• **The problem**
Keep the images out while you retype all of the data exactly.

• **Dataset excerpt**
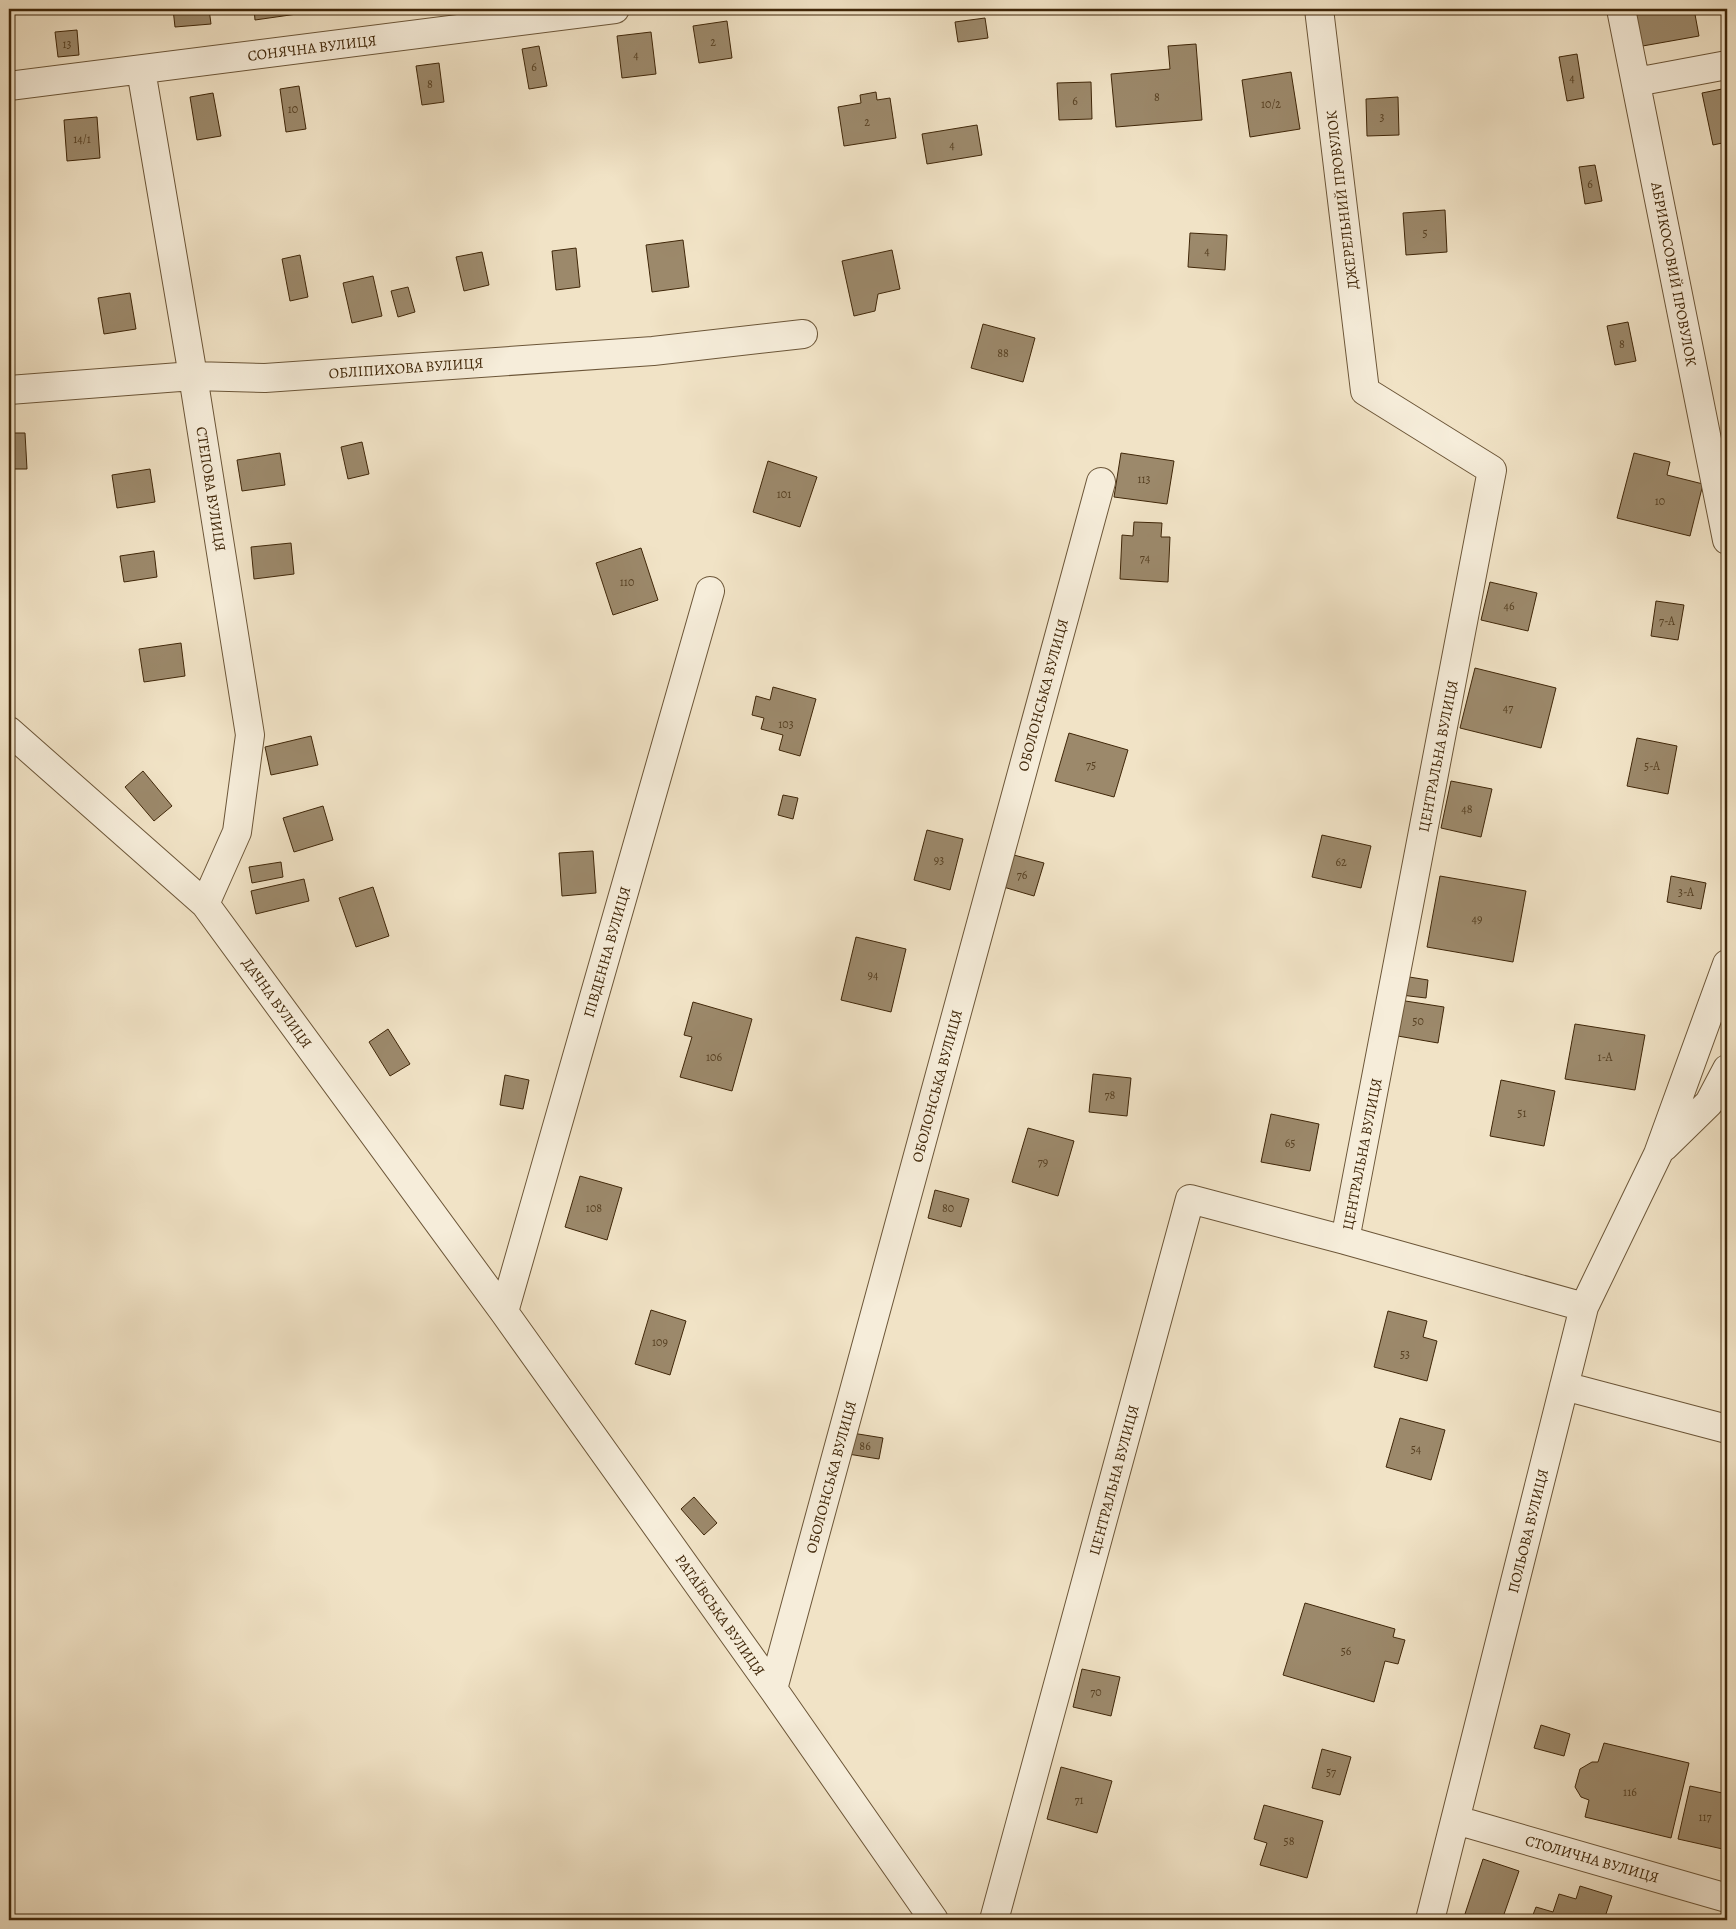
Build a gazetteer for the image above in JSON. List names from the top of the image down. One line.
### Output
{"streets":{"street":["СОНЯЧНА ВУЛИЦЯ","ДЖЕРЕЛЬНИЙ ПРОВУЛОК","АБРИКОСОВИЙ ПРОВУЛОК","ОБЛІПИХОВА ВУЛИЦЯ","СТЕПОВА ВУЛИЦЯ","ОБОЛОНСЬКА ВУЛИЦЯ","ЦЕНТРАЛЬНА ВУЛИЦЯ","ПІВДЕННА ВУЛИЦЯ","ДАЧНА ВУЛИЦЯ","ПОЛЬОВА ВУЛИЦЯ","РАТАЇВСЬКА ВУЛИЦЯ","СТОЛИЧНА ВУЛИЦЯ"]},"crossings":[["СОНЯЧНА ВУЛИЦЯ","СТЕПОВА ВУЛИЦЯ"],["ДЖЕРЕЛЬНИЙ ПРОВУЛОК","ЦЕНТРАЛЬНА ВУЛИЦЯ"],["ОБЛІПИХОВА ВУЛИЦЯ","СТЕПОВА ВУЛИЦЯ"],["СТЕПОВА ВУЛИЦЯ","ДАЧНА ВУЛИЦЯ"],["ОБОЛОНСЬКА ВУЛИЦЯ","РАТАЇВСЬКА ВУЛИЦЯ"],["ПІВДЕННА ВУЛИЦЯ","ДАЧНА ВУЛИЦЯ"],["ПІВДЕННА ВУЛИЦЯ","РАТАЇВСЬКА ВУЛИЦЯ"],["ДАЧНА ВУЛИЦЯ","РАТАЇВСЬКА ВУЛИЦЯ"],["ПОЛЬОВА ВУЛИЦЯ","СТОЛИЧНА ВУЛИЦЯ"]],"house_numbers":["2","13","4","6","4","8","8","6","10/2","10","3","2","14/1","4","6","5","4","8","88","113","101","10","74","110","46","7-А","47","103","75","5-А","48","93","62","76","3-А","49","94","50","106","1-А","78","51","65","79","108","80","109","53","86","54","56","70","57","116","71","117","58"]}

• **Written reply**
Build a gazetteer for the image above in JSON. List names from the top of the image down. One line.
### Output
{"streets":{"street":["СОНЯЧНА ВУЛИЦЯ","ДЖЕРЕЛЬНИЙ ПРОВУЛОК","АБРИКОСОВИЙ ПРОВУЛОК","ОБЛІПИХОВА ВУЛИЦЯ","СТЕПОВА ВУЛИЦЯ","ОБОЛОНСЬКА ВУЛИЦЯ","ЦЕНТРАЛЬНА ВУЛИЦЯ","ПІВДЕННА ВУЛИЦЯ","ДАЧНА ВУЛИЦЯ","ПОЛЬОВА ВУЛИЦЯ","РАТАЇВСЬКА ВУЛИЦЯ","СТОЛИЧНА ВУЛИЦЯ"]},"crossings":[["СОНЯЧНА ВУЛИЦЯ","СТЕПОВА ВУЛИЦЯ"],["ДЖЕРЕЛЬНИЙ ПРОВУЛОК","ЦЕНТРАЛЬНА ВУЛИЦЯ"],["ОБЛІПИХОВА ВУЛИЦЯ","СТЕПОВА ВУЛИЦЯ"],["СТЕПОВА ВУЛИЦЯ","ДАЧНА ВУЛИЦЯ"],["ОБОЛОНСЬКА ВУЛИЦЯ","РАТАЇВСЬКА ВУЛИЦЯ"],["ПІВДЕННА ВУЛИЦЯ","ДАЧНА ВУЛИЦЯ"],["ПІВДЕННА ВУЛИЦЯ","РАТАЇВСЬКА ВУЛИЦЯ"],["ДАЧНА ВУЛИЦЯ","РАТАЇВСЬКА ВУЛИЦЯ"],["ПОЛЬОВА ВУЛИЦЯ","СТОЛИЧНА ВУЛИЦЯ"]],"house_numbers":["2","13","4","6","4","8","8","6","10/2","10","3","2","14/1","4","6","5","4","8","88","113","101","10","74","110","46","7-А","47","103","75","5-А","48","93","62","76","3-А","49","94","50","106","1-А","78","51","65","79","108","80","109","53","86","54","56","70","57","116","71","117","58"]}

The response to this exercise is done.